The head of the International Monetary Fund (IMF) says AI is already reshaping labor markets on a scale that rivals a natural disaster.
In an interview with NDTV, IMF managing director Kristalina Georgieva says the technology’s impact is sweeping and unavoidable.
She says IMF research estimates that a large share of the global workforce will be affected in some way.
“The studies we carry out, including studies of what is actually happening already in the labor market, confirm that AI is like a tsunami hitting the labor market. The size of the impact we estimate to be 40% of the workforce globally, either jobs enhanced, eliminated or transformed significantly. In the advanced economies, this percentage goes up to 60%.”
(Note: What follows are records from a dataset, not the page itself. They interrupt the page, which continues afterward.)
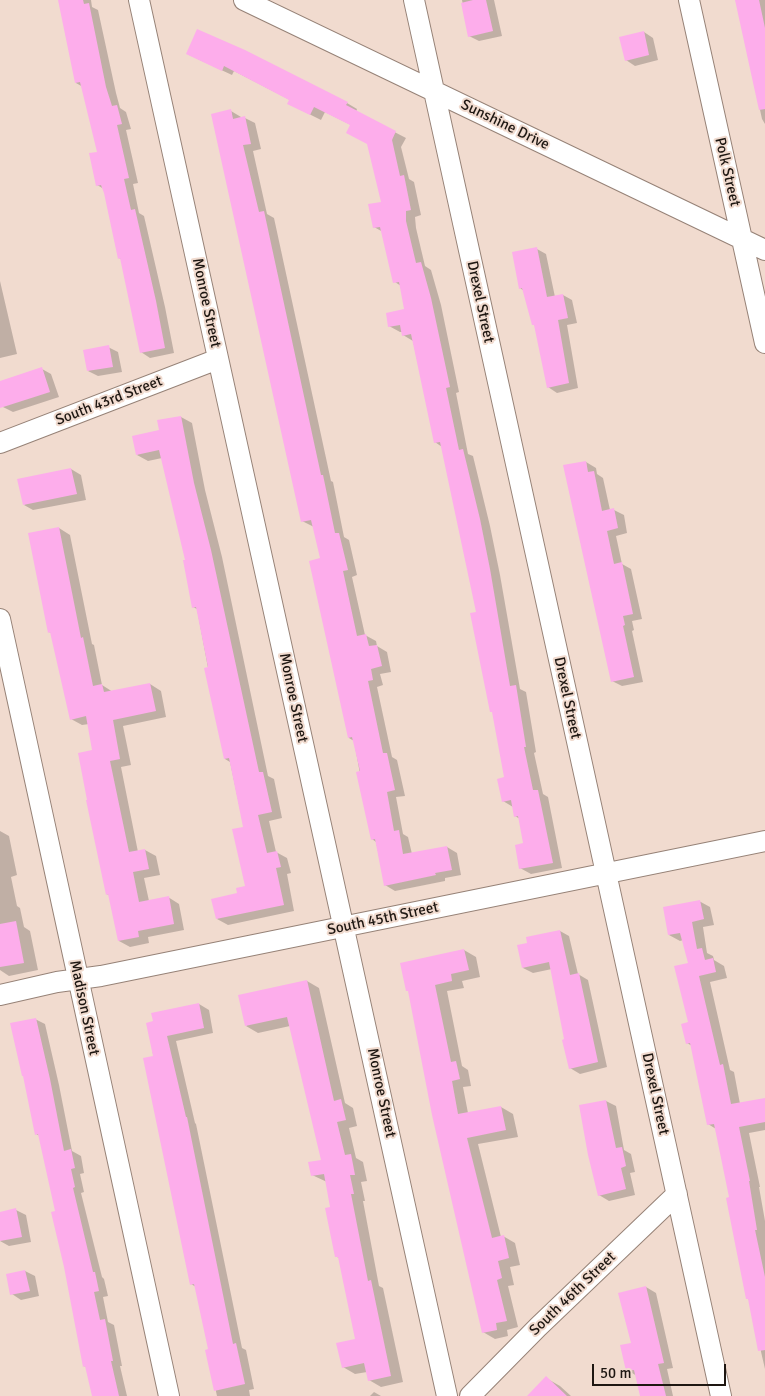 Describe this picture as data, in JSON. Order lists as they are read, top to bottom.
{
  "streets": {
    "street": [
      "Sunshine Drive",
      "Polk Street",
      "Drexel Street",
      "Monroe Street",
      "South 43rd Street",
      "South 45th Street",
      "Madison Street",
      "South 46th Street"
    ]
  },
  "crossings": [
    ["Sunshine Drive", "Polk Street"],
    ["Sunshine Drive", "Drexel Street"],
    ["Drexel Street", "South 45th Street"],
    ["Drexel Street", "South 46th Street"],
    ["Monroe Street", "South 43rd Street"],
    ["Monroe Street", "South 45th Street"],
    ["South 45th Street", "Madison Street"]
  ],
  "scale_bar": "50 m"
} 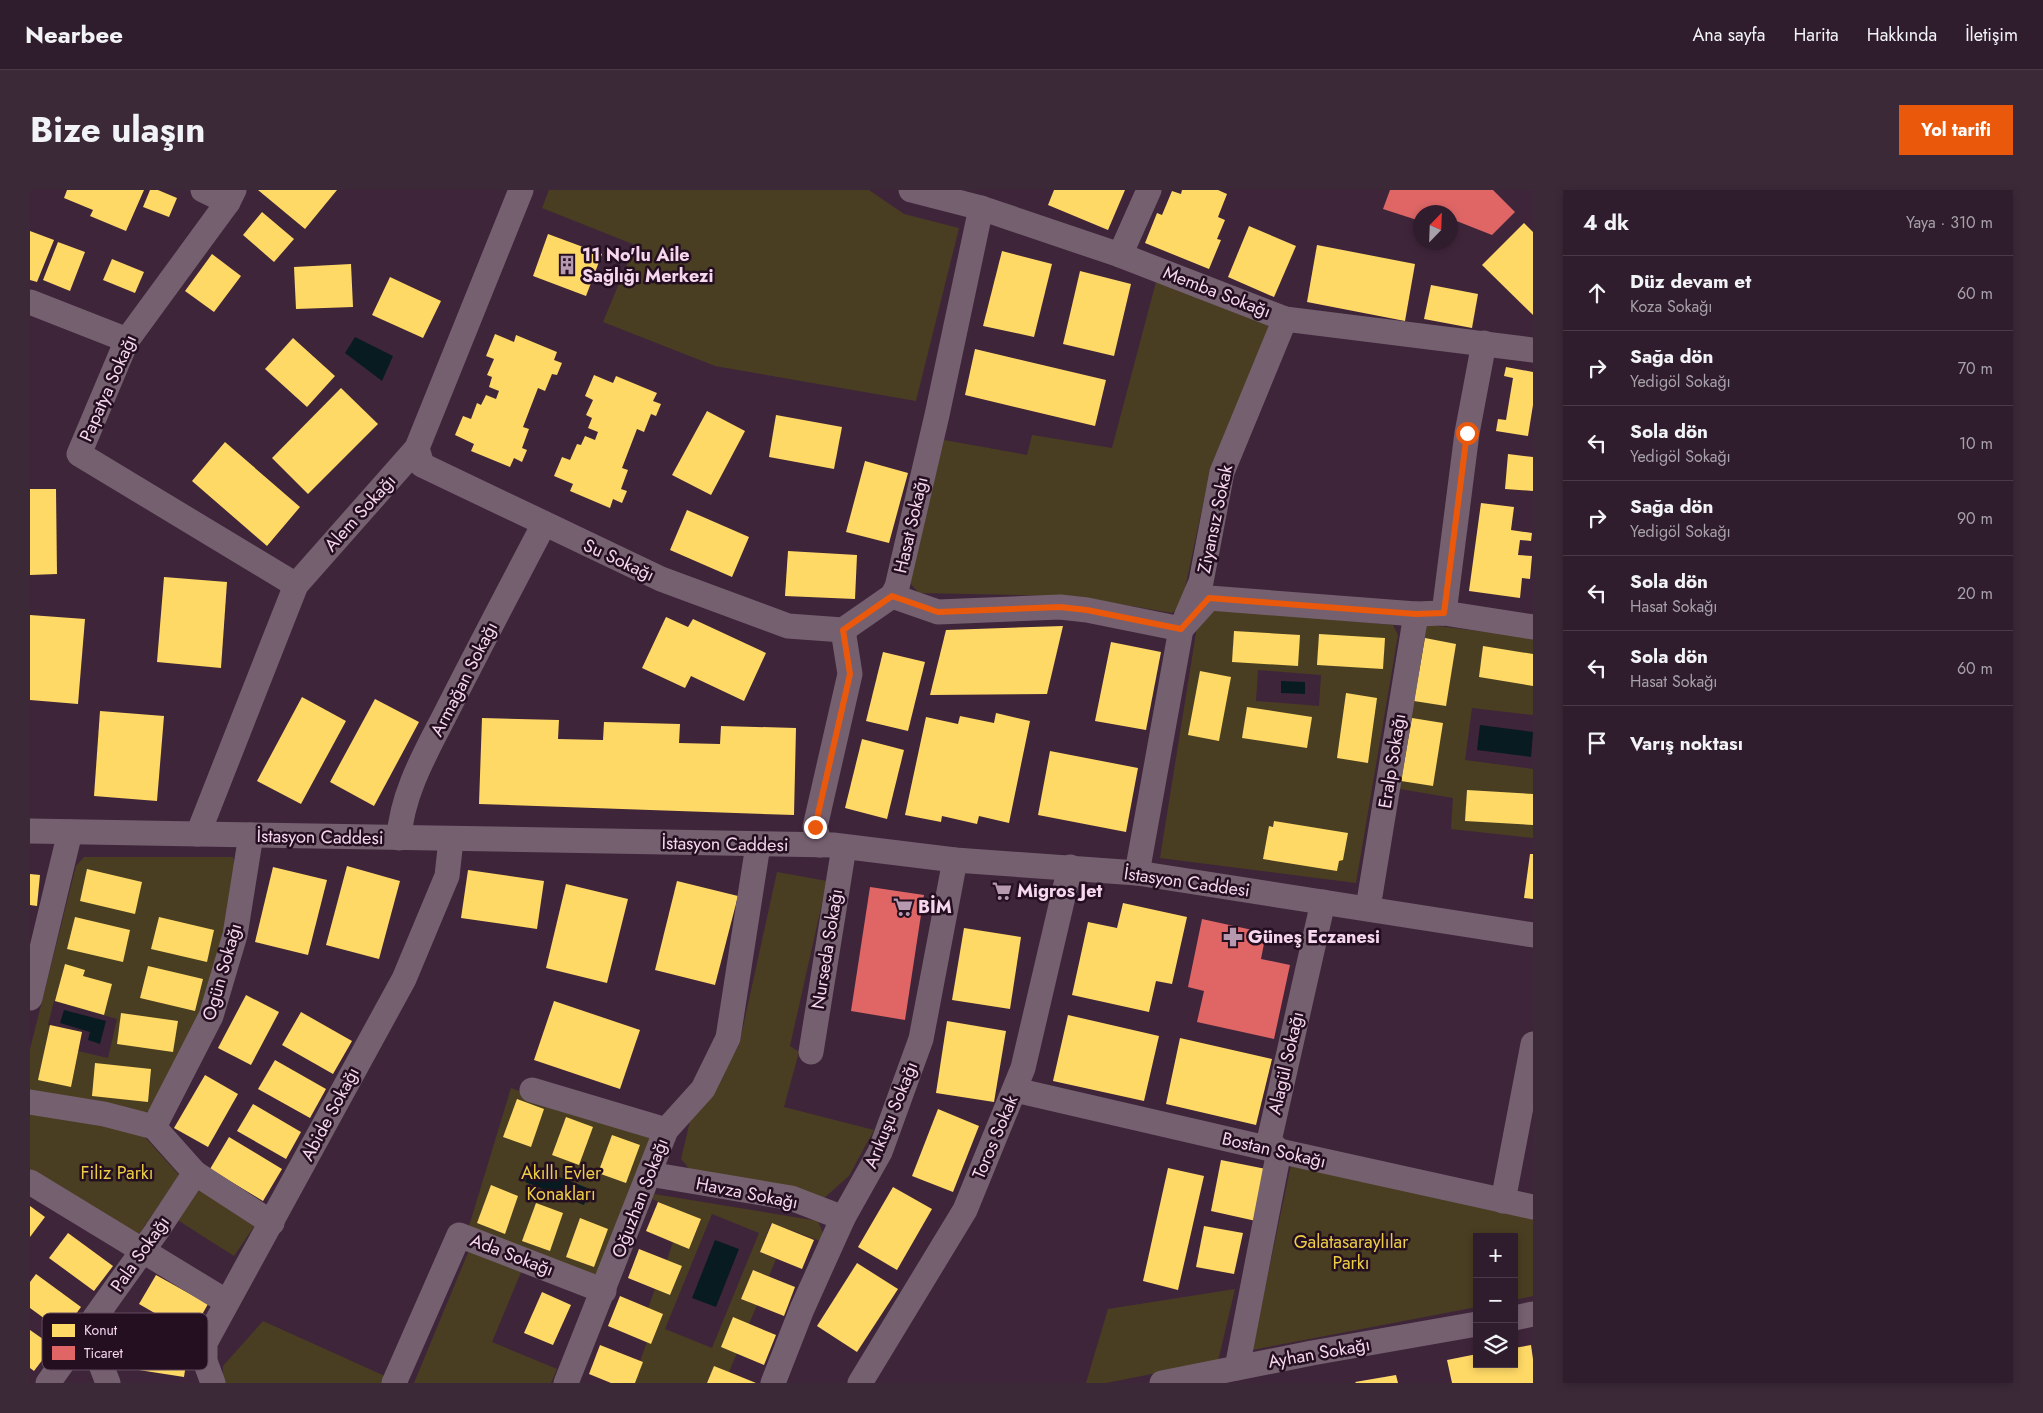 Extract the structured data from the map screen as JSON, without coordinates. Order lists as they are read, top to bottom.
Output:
{
  "streets": {
    "street": [
      "Memba Sokağı",
      "Papatya Sokağı",
      "Alem Sokağı",
      "Ziyansız Sokak",
      "Hasat Sokağı",
      "Su Sokağı",
      "Armağan Sokağı",
      "Eralp Sokağı",
      "İstasyon Caddesi",
      "Nurseda Sokağı",
      "Ogün Sokağı",
      "Alagül Sokağı",
      "Abide Sokağı",
      "Arıkuşu Sokağı",
      "Toros Sokak",
      "Bostan Sokağı",
      "Havza Sokağı",
      "Oğuzhan Sokağı",
      "Pala Sokağı",
      "Ada Sokağı",
      "Ayhan Sokağı"
    ]
  },
  "crossings": [
    ["Memba Sokağı", "Ziyansız Sokak"],
    ["Memba Sokağı", "Hasat Sokağı"],
    ["Papatya Sokağı", "Alem Sokağı"],
    ["Alem Sokağı", "Su Sokağı"],
    ["Alem Sokağı", "İstasyon Caddesi"],
    ["Ziyansız Sokak", "İstasyon Caddesi"],
    ["Hasat Sokağı", "Su Sokağı"],
    ["Su Sokağı", "Armağan Sokağı"],
    ["Armağan Sokağı", "İstasyon Caddesi"],
    ["Eralp Sokağı", "İstasyon Caddesi"],
    ["İstasyon Caddesi", "Nurseda Sokağı"],
    ["İstasyon Caddesi", "Ogün Sokağı"],
    ["İstasyon Caddesi", "Alagül Sokağı"],
    ["İstasyon Caddesi", "Abide Sokağı"],
    ["İstasyon Caddesi", "Arıkuşu Sokağı"],
    ["İstasyon Caddesi", "Toros Sokak"],
    ["İstasyon Caddesi", "Oğuzhan Sokağı"],
    ["Alagül Sokağı", "Bostan Sokağı"],
    ["Arıkuşu Sokağı", "Havza Sokağı"],
    ["Toros Sokak", "Bostan Sokağı"],
    ["Havza Sokağı", "Oğuzhan Sokağı"],
    ["Oğuzhan Sokağı", "Ada Sokağı"]
  ],
  "parks": ["Filiz Parkı", "Akıllı Evler Konakları", "Galatasaraylılar Parkı"],
  "places": {
    "building": ["11 No'lu Aile Sağlığı Merkezi"],
    "supermarket": ["Migros Jet", "BİM"],
    "pharmacy": ["Güneş Eczanesi"]
  },
  "legend": ["Konut", "Ticaret"],
  "north": "top right",
  "page": {
    "header": "Nearbee",
    "nav": [
      "Ana sayfa",
      "Harita",
      "Hakkında",
      "İletişim"
    ],
    "title": "Bize ulaşın",
    "buttons": "Yol tarifi",
    "heading": ["4 dk", "Yaya · 310 m"],
    "list": [
      ["Düz devam et", "Koza Sokağı", "60 m"],
      ["Sağa dön", "Yedigöl Sokağı", "70 m"],
      ["Sola dön", "Yedigöl Sokağı", "10 m"],
      ["Sağa dön", "Yedigöl Sokağı", "90 m"],
      ["Sola dön", "Hasat Sokağı", "20 m"],
      ["Sola dön", "Hasat Sokağı", "60 m"],
      "Varış noktası"
    ],
    "map_buttons": ["+", "−"]
  }
}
Georgieva points to early signals already visible in hiring patterns.
“One: intern jobs now require AI skills, one or more, and it pays more. When people have more money in their pockets in the local economy, they spend more on services, and that creates demand for low-skill jobs.”
While AI might boost the local economy, Georgieva warns that not all segments of the workforce will benefit equally.
“Who gets squeezed? Jobs in the middle. Jobs that are impacted may be phased out. And the category of jobs we worry particularly about, and the evidence is there, this is happening, are entry-level jobs. Their tasks can usually be automated.”
Georgieva’s comments echo Anthropic CEO Dario Amodei’s view that AI would wipe out 50% of all entry-level white-collar jobs and push unemployment to 10-20% in the next one to five years.
And in January, Oxford Economics found that recent graduates contributed roughly 12% of the increase in the national unemployment rate since mid-2023.